WHAT THE EXERCISE ASKS
When you reach the line containing "M244,479L335,624" in the entries below, begin reproducing lines exactly, and stop once the line containing "M143,743L220,851L265,940L289,972L308,1005V1012L289,1024" is done.

SUPPLIED DATA Block Start

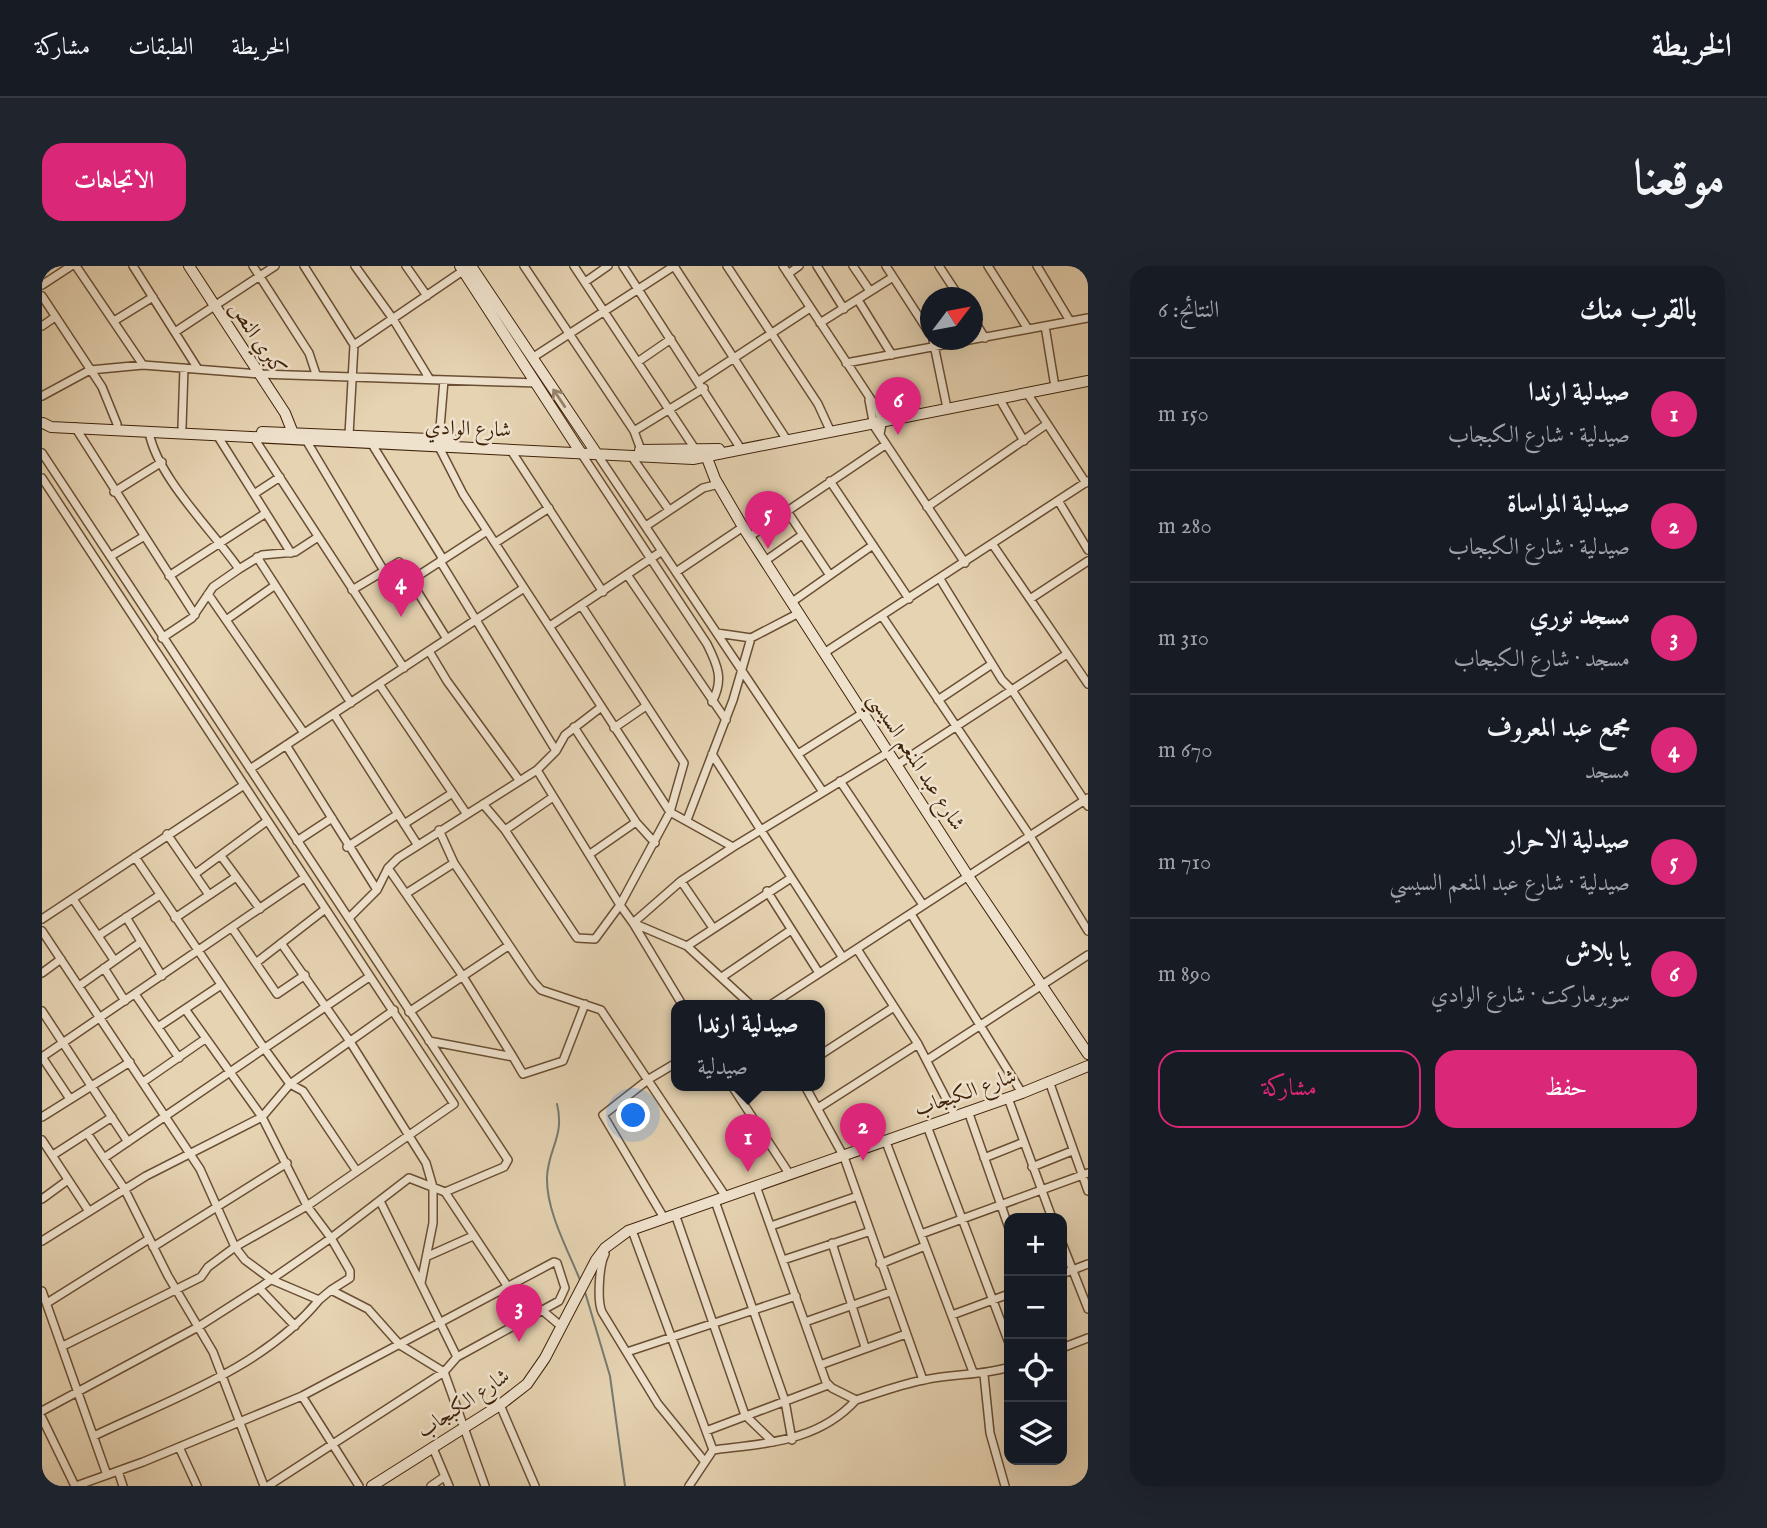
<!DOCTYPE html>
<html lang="ar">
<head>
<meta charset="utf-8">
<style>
  body { margin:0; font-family:"IM FELL English",Amiri,serif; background:#20242c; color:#f1f3f6; direction:rtl }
  .controls { position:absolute; right:21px; bottom:21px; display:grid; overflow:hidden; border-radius:14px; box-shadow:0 7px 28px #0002 }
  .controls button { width:63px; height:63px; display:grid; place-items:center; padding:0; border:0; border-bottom:2px solid #363941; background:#171b24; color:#f1f3f6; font:35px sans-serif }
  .compass { position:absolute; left:878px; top:21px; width:63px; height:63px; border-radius:50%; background:#171b24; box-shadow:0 7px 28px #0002; rotate:58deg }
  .you { position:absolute; left:592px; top:850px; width:24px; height:24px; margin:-18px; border:5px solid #fff; border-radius:50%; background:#1a73e8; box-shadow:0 0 0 10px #1a73e833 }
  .badge { display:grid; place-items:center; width:46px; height:46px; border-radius:50%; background:#db2777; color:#fff; font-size:23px; font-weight:700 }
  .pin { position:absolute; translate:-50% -58px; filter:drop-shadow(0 2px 4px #0008) }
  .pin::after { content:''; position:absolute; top:37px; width:24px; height:21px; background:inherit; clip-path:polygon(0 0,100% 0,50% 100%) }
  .popup { position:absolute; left:629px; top:734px; width:154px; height:91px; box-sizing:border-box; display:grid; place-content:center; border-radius:14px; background:#171b24; filter:drop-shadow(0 2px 5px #0005); font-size:23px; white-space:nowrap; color:#9ea1a6 }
  .popup b { font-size:26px; color:#f1f3f6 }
  .popup::after { content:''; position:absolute; left:50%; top:100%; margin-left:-14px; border:14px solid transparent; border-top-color:#171b24 }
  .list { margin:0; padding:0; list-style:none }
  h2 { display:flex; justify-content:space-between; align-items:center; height:91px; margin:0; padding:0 28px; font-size:30px }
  h2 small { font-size:23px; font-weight:400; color:#9ea1a6 }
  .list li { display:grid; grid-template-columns:46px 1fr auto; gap:21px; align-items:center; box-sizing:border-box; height:112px; padding:0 28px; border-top:2px solid #363941 }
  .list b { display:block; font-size:26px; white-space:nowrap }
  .list p { margin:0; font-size:23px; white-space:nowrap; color:#9ea1a6 }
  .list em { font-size:23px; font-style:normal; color:#9ea1a6 }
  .actions { display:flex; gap:14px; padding:21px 28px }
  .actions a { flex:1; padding:16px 0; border:2px solid #db2777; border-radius:21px; text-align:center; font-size:24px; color:#db2777 }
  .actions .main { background:#db2777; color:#fff }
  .icon { flex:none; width:38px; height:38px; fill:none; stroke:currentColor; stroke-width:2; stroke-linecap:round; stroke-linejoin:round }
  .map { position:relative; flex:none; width:1046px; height:1220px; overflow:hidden; direction:ltr; border-radius:21px }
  header { display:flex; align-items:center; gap:42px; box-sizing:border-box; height:98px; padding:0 35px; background:#171b24; border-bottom:2px solid #363941 }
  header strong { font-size:33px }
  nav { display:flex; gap:38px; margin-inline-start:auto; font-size:24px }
  .intro { display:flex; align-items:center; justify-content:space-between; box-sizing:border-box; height:168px; padding:0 42px }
  h1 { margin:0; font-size:49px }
  .button { padding:18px 32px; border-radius:21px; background:#db2777; color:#fff; font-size:24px; font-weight:700 }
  main { display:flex; gap:42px; padding:0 42px }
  aside { flex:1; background:#171b24; border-radius:21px; box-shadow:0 7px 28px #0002 }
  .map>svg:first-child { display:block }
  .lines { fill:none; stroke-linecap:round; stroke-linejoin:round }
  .stream { stroke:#757b71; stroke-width:2 }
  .street-casing { stroke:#6a4f34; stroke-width:10 }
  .secondary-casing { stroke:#40230a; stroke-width:12 }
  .street { stroke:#efe2cd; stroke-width:7 }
  .secondary { stroke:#efe2cd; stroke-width:10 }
  .oneway { stroke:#98826c }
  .labels { text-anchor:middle; stroke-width:5; stroke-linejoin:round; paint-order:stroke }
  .street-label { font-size:21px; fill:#40230a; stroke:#efe2cd }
</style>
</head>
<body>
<header>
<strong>الخريطة</strong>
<nav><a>الخريطة</a><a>الطبقات</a><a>مشاركة</a></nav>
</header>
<div class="intro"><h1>موقعنا</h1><a class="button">الاتجاهات</a></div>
<main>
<aside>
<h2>بالقرب منك<small>النتائج: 6</small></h2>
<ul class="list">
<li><span class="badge">1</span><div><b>صيدلية ارندا</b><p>صيدلية · شارع الكبجاب</p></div><em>150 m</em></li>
<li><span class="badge">2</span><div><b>صيدلية المواساة</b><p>صيدلية · شارع الكبجاب</p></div><em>280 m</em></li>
<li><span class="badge">3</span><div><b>مسجد نوري</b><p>مسجد · شارع الكبجاب</p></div><em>310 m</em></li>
<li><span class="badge">4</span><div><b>مجمع عبد المعروف</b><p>مسجد</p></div><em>670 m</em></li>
<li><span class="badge">5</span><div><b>صيدلية الاحرار</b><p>صيدلية · شارع عبد المنعم السيسي</p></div><em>710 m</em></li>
<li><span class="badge">6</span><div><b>يا بلاش</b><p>سوبرماركت · شارع الوادي</p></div><em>890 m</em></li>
</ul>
<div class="actions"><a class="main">حفظ</a><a>مشاركة</a></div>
</aside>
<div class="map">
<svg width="1046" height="1220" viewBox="0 0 1046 1220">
  <rect width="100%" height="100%" fill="#e6d3b2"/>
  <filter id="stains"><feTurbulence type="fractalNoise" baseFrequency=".00286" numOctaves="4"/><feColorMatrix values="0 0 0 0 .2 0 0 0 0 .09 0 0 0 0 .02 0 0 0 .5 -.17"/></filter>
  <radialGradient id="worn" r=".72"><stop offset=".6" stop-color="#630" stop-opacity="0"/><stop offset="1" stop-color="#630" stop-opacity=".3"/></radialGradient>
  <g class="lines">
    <path class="stream" d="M515,838C523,870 506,883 505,911C504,945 526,984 538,1014
      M543,1026L568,1110L583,1220"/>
    <defs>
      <path id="street" d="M34,0L101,99
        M91,0L156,103
        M211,0L267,87L274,108
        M262,0L312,79L425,2
        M313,0L351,53L387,112
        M364,0L385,30
        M482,0L592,165L599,184
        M532,0L655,186
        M581,0L697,180
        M632,0L743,171
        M685,0L776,138L787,162
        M741,0L836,144L840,158L838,168
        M775,0L802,43
        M811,0L828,25
        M844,0L888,68
        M897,0L918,32
        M946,0L986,63
        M995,0L1028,55
        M1044,0L1046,3
        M746,8L757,0
        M543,16L566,0
        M0,19L29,0
        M0,30L60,121L75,158
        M816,34L850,89
        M930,51L943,72
        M72,55L111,31
        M778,57L851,11
        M0,60L13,51
        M1003,60L1013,121
        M133,66L233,0
        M891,74L905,142
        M490,92L632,0
        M597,95L629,73
        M804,97L1046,52
        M657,115L768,42
        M985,127L1044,217
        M0,130L48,104L101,99L217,108L495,117
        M957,132L982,175
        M827,134L832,160L923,297
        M33,161L153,349
        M140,161L142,102
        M592,165L662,122
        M107,166C115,211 171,265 197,303
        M175,169L249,287
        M307,169L312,79
        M212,172L362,402
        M264,174L342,305
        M397,174L402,114
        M328,175L401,293
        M397,181L421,228L628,546L691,581L847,486
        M468,183L561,326
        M0,187L466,894L462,901L403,926
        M539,187L665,378C676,400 682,414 670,436
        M555,188L781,526
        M590,191L627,244
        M0,212L412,838L265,940L193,981L166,1001L159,1011L21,1080
        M788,215L867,333
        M72,226L120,196
        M212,228L238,211
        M1017,236L1046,284
        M885,241L1005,158
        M745,245L787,308
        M604,260L661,222L677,218
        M707,271L843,179
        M453,277L507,242
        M951,279L1046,418
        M69,290L101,271
        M215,291L309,437
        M398,295L514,485
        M723,295L760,269
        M634,306L701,261
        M127,310L224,247
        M586,310L684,454
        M898,313L960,414L970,424L1046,540
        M368,315L445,265
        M310,324L357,296L405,373
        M166,328L262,467
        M988,333L1046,295
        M750,336L831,279
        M539,339L642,497L628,546L578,639
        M840,350L988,570L1046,665
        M184,354L232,320
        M508,360L620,285
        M675,367L709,372L757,347
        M120,372L150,352L171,321L197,303L220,289L253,286L276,271
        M387,385L405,415L477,514
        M782,387L1046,215
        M337,418L424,547
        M896,434L950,398
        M292,448L375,578
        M532,461L594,556L613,577
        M572,462L604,440
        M244,479L335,624
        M670,488L801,692
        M756,488L821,447
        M855,499L1025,388
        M208,503L482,322
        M495,504L578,639
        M798,515L881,639
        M441,538L463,564L535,672L553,673L578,639L591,657L645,680L710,740
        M645,554L691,434L709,372
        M362,558L409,528
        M397,564L412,597L491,715L499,724L559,744L684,931
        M463,564L511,531
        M125,568L167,629
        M255,575L290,552
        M305,581L356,548
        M548,588L594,556
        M179,590L218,643
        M93,591L222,782L248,818L261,825L314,904
        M346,602L420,709L471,791
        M153,608L225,555
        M639,615L671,662
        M725,625L777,707
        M365,627L412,597
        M31,633L56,670
        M869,648L980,827
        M84,651L120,710
        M133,652L194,611
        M307,652L335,624L346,602L356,592L495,504L514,485L523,469L558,442
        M0,653L202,519
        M190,662L235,728L263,709
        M0,665L158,903L193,981L203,994L230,1014L277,1034L289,1024L326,1043L358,1079L402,1106L443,1220
        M239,677L307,774L384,897L391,921V957L379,1017
        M645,680L749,612
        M815,683L876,778L913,850
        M72,694L56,670L118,629
        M215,696L282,644
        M62,702L83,735
        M0,707L19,693
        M680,711L749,664
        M37,720L99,676
        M93,728L137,792
        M641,740L591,657L639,615L691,581
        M727,740L1046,532
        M143,743L220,851L265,940L289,972L308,1005V1012L289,1024
        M0,745L86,876
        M367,746L466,680
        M116,761L179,719
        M387,775L471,791L481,808L521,795L543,738
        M778,789L852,741
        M885,794L1046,689
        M1007,815L1046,925
        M101,816L163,773
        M690,820L748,909
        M763,820L802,891L881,1114
        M966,832L1010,952
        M28,833L0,791L262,612
        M776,842L876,778
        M926,845L967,962
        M0,851L88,796
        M885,860L967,1077
        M45,867L82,922L126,1010L171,1086L222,1220
        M0,874L46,944
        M844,876L931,1106
        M11,889L70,851
        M62,892L327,711
        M942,892L982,876
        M990,901L1030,885
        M714,920L784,1116L790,1122L814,1134C836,1127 859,1118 882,1114C911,1107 940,1110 967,1101
        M0,933L26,914
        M338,935L415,1091
        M673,935L743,1135L750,1174
        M633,948L703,1149L731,1176
        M622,952L561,849L607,813L634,797
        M729,960L813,931
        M593,962L591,967L671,1184
        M879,968L1046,907
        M0,975L104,910L220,851L248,818L352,744
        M790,977L823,1081
        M1020,977L1046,1043
        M111,981L245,897
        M563,988C557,999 555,1035 560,1046L616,1138L663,1196L647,1220
        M386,990L431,970
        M741,994L826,966
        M838,998L883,980
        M1020,1008L1046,998
        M217,1022L253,1060
        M0,1025L65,1209
        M5,1037L107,973
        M501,1045L520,1061
        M910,1049L967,1028
        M763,1056L848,1026
        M1020,1082L1046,1072
        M585,1086L754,1030
        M778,1099L864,1068
        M942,1109L948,1167L963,1220
        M260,1130L317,1220
        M458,1139L493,1220
        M0,1145L156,1061L217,1022L289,972L367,912L403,926L466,1021
        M0,1152L33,1220
        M664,1165L786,1119
        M52,1170C129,1133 221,1102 277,1034
        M137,1181L155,1220
        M391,1182L407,1220
        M663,1196L671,1184C724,1177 776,1176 814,1134
        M76,1205L81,1220
        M34,1220L101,1196L260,1130L512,996L515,997L523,1022L517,1035L415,1091L402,1106L226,1220
        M389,1220L402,1211"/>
      <path id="secondary" d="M147,0L243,147L251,167
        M418,0L539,187
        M429,0L555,188
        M1,157L9,161L651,193L1046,115
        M220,166L412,174
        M598,184L677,183
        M665,192L673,213L701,261L926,610L1046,788
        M330,1220L458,1139L485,1118L503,1092L554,994L563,982L586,965L980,827L1046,800"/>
    </defs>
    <use href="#street" class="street-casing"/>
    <use href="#secondary" class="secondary-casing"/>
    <use href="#street" class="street"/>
    <use href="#secondary" class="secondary"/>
  </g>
  <defs><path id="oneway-shaft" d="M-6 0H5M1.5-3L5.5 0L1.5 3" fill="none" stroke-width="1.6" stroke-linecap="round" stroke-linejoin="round" transform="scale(1.75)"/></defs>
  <use class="oneway" href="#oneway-shaft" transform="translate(517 132) rotate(-124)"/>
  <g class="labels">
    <g class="street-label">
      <text transform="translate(216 72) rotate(56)" y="7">كبري النص</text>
      <text transform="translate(426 162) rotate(2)" y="7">شارع الوادي</text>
      <text transform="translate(875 495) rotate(57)" y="7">شارع عبد المنعم السيسي</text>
      <text transform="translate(923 826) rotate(-19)" y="7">شارع الكبجاب</text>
      <text transform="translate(421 1137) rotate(-34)" y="7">شارع الكبجاب</text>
    </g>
  </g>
  <rect width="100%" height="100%" filter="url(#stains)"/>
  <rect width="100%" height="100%" fill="url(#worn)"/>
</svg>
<div class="controls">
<button>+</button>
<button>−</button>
<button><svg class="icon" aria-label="locate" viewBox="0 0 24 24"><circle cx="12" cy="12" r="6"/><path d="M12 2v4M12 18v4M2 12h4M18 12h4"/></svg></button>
<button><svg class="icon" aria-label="layers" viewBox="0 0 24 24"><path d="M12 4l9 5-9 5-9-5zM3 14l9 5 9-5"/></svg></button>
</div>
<svg class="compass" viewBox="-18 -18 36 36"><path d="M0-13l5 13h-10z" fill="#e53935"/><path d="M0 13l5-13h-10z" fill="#9ea1a6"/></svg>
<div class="you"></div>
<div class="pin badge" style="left:706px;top:906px">1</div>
<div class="popup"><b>صيدلية ارندا</b>صيدلية</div>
<div class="pin badge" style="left:821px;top:895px">2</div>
<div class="pin badge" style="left:477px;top:1076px">3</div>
<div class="pin badge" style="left:359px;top:351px">4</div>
<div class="pin badge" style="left:726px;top:283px">5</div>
<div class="pin badge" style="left:856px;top:169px">6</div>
</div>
</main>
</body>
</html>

SUPPLIED DATA Block End

PROBLEM SOLUTION
        M244,479L335,624
        M670,488L801,692
        M756,488L821,447
        M855,499L1025,388
        M208,503L482,322
        M495,504L578,639
        M798,515L881,639
        M441,538L463,564L535,672L553,673L578,639L591,657L645,680L710,740
        M645,554L691,434L709,372
        M362,558L409,528
        M397,564L412,597L491,715L499,724L559,744L684,931
        M463,564L511,531
        M125,568L167,629
        M255,575L290,552
        M305,581L356,548
        M548,588L594,556
        M179,590L218,643
        M93,591L222,782L248,818L261,825L314,904
        M346,602L420,709L471,791
        M153,608L225,555
        M639,615L671,662
        M725,625L777,707
        M365,627L412,597
        M31,633L56,670
        M869,648L980,827
        M84,651L120,710
        M133,652L194,611
        M307,652L335,624L346,602L356,592L495,504L514,485L523,469L558,442
        M0,653L202,519
        M190,662L235,728L263,709
        M0,665L158,903L193,981L203,994L230,1014L277,1034L289,1024L326,1043L358,1079L402,1106L443,1220
        M239,677L307,774L384,897L391,921V957L379,1017
        M645,680L749,612
        M815,683L876,778L913,850
        M72,694L56,670L118,629
        M215,696L282,644
        M62,702L83,735
        M0,707L19,693
        M680,711L749,664
        M37,720L99,676
        M93,728L137,792
        M641,740L591,657L639,615L691,581
        M727,740L1046,532
        M143,743L220,851L265,940L289,972L308,1005V1012L289,1024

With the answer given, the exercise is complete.